Weather and Climate modelling at the Petascale: achievements and perspectives; Pier Luigi Vidale, University of Reading, United Kingdom

Increasing availability of high-performance computing has allowed the climate modeling community to construct a new generation of global coupled models, capable of resolving some of the fundamental processes that govern the climate system. More explicit representation of eddies in the ocean and of weather systems in the atmosphere has demonstrated how they contribute to the general circulation and how it is increasingly possible to rely less on uncertain physical parameterisations. These developments are potentially promising for reducing inter-model disagreement in community multi-model hindcasts and projections. We have demonstrated, for instance, how the representation of the relative importance of the remote and local processes governing the global energy and hydrological cycles converges at resolutions beyond 50km. These so-called “weather-resolving” climate models are also suitable for studying how global teleconnections might influence the long-term regional changes in storm tracks, or in understanding changes in high-impact phenomena, such as Tropical and Extra-Tropical Cyclones, as well as their contributions to the general circulation.
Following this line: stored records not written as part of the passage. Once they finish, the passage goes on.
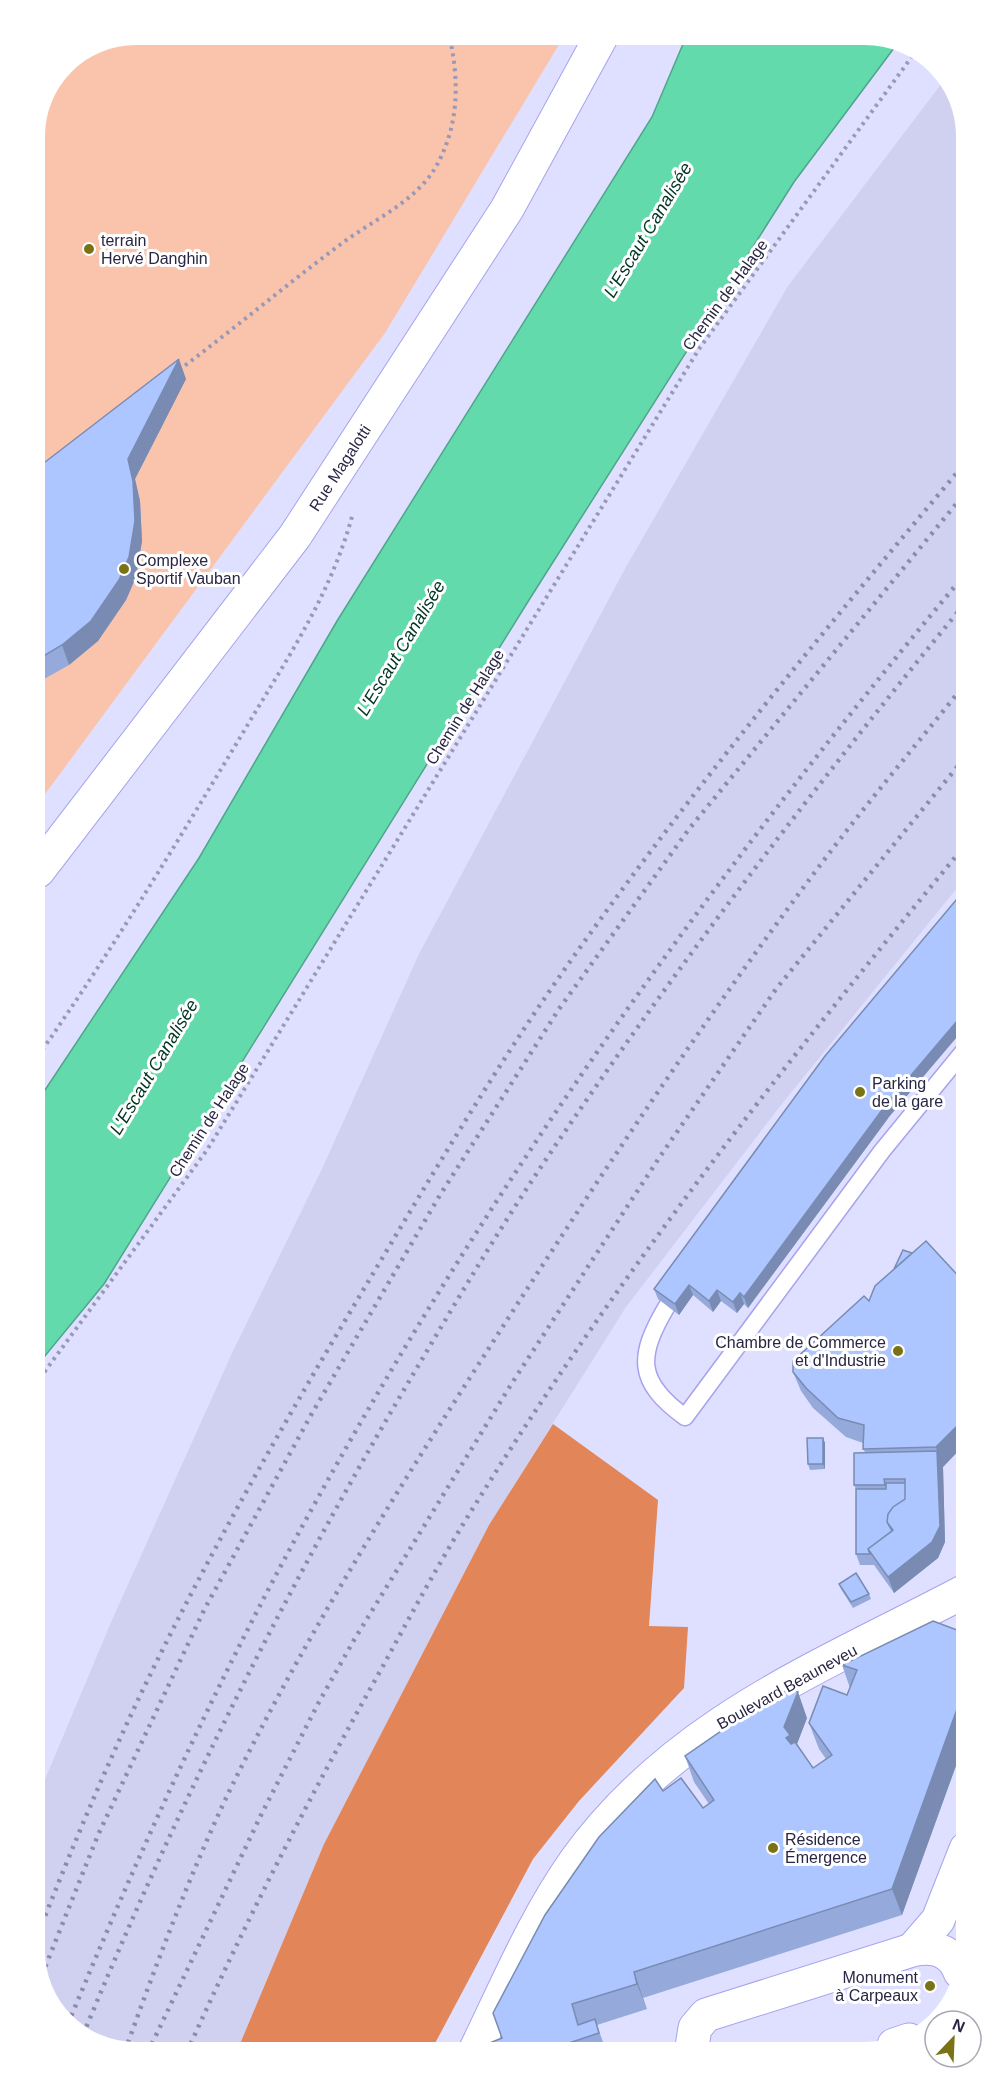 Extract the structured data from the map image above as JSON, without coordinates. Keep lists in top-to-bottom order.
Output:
{
  "streets": {
    "main road": ["Rue Magalotti", "Boulevard Beauneveu"],
    "path": ["Chemin de Halage"]
  },
  "water": ["L'Escaut Canalisée"],
  "places": [
    "terrain Hervé Danghin",
    "Complexe Sportif Vauban",
    "Parking de la gare",
    "Chambre de Commerce et d'Industrie",
    "Résidence Émergence",
    "Monument à Carpeaux"
  ],
  "north": "top right"
} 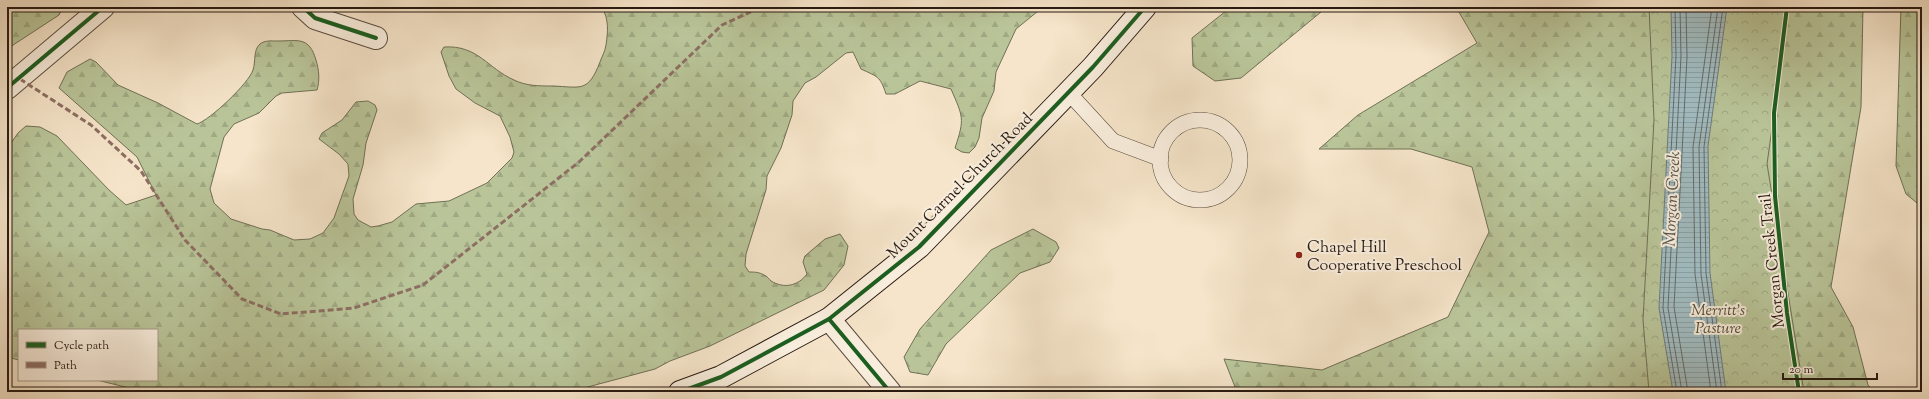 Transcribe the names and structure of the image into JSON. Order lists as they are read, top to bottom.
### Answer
{
  "streets": {
    "main road": ["Mount Carmel Church Road"],
    "cycle path": ["Morgan Creek Trail"]
  },
  "water": ["Morgan Creek"],
  "parks": ["Merritt's Pasture"],
  "places": ["Chapel Hill Cooperative Preschool"],
  "legend": ["Cycle path", "Path"],
  "scale_bar": "20 m"
}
Towards GPU-accelerated Operational Weather Forecasting; Oliver Fuhrer, MeteoSwiss

Higher grid resolution, larger ensembles as well as growing complexity of weather and climate models demand ever-increasing compute power. In 2013, several large hybrid high performance computers that contain traditional CPUs as well as some type of accelerator (e.g. GPUs) are online and available to the user community. Reasons for this development are an increase in computing performance in parallel with decreasing power consumption offered by such accelerators. This trend is foreseen to continue in the coming years, as many compute centers have an upper limit in terms of an acceptable power envelope. Early adopters of this technology trend may have considerable advantages in terms of available resources and energy-to-solution. On the downside, a substantial investment is required in order to adapt applications to such accelerator-based supercomputer. Within the COSMO Consortium and the Swiss HP2C Initiative, a version of the weather and regional climate prediction model able to run on GPUs is being developed. This contribution will give an overview of the approaches used, the status of this version and present a roadmap of further plans. Design criteria such as high performance, retaining maintainability, enforcing a single source code which still compiles and runs on x86-based, led us to opt for different approaches in different parts of the model code. While the physical parameterizations have been ported to GPUs using compiler directives, a more fundamental change of programming model has been used for porting the dynamics. We will discuss our experience and advantages and disadvantages of these two porting approaches. Finally, results for time-to-solution and energy-to-solution for COSMO on a hybrid Cray XC30 (Piz Daint) and comparing its performance against a traditional CPU-based system will be presented.

Using OpenACC compiler directives to achieve performance portable code on CPU and GPU architectures; Xavier Lapillonne (C2SM, ETH Zurich), Oliver Fuhrer (Meteoswiss)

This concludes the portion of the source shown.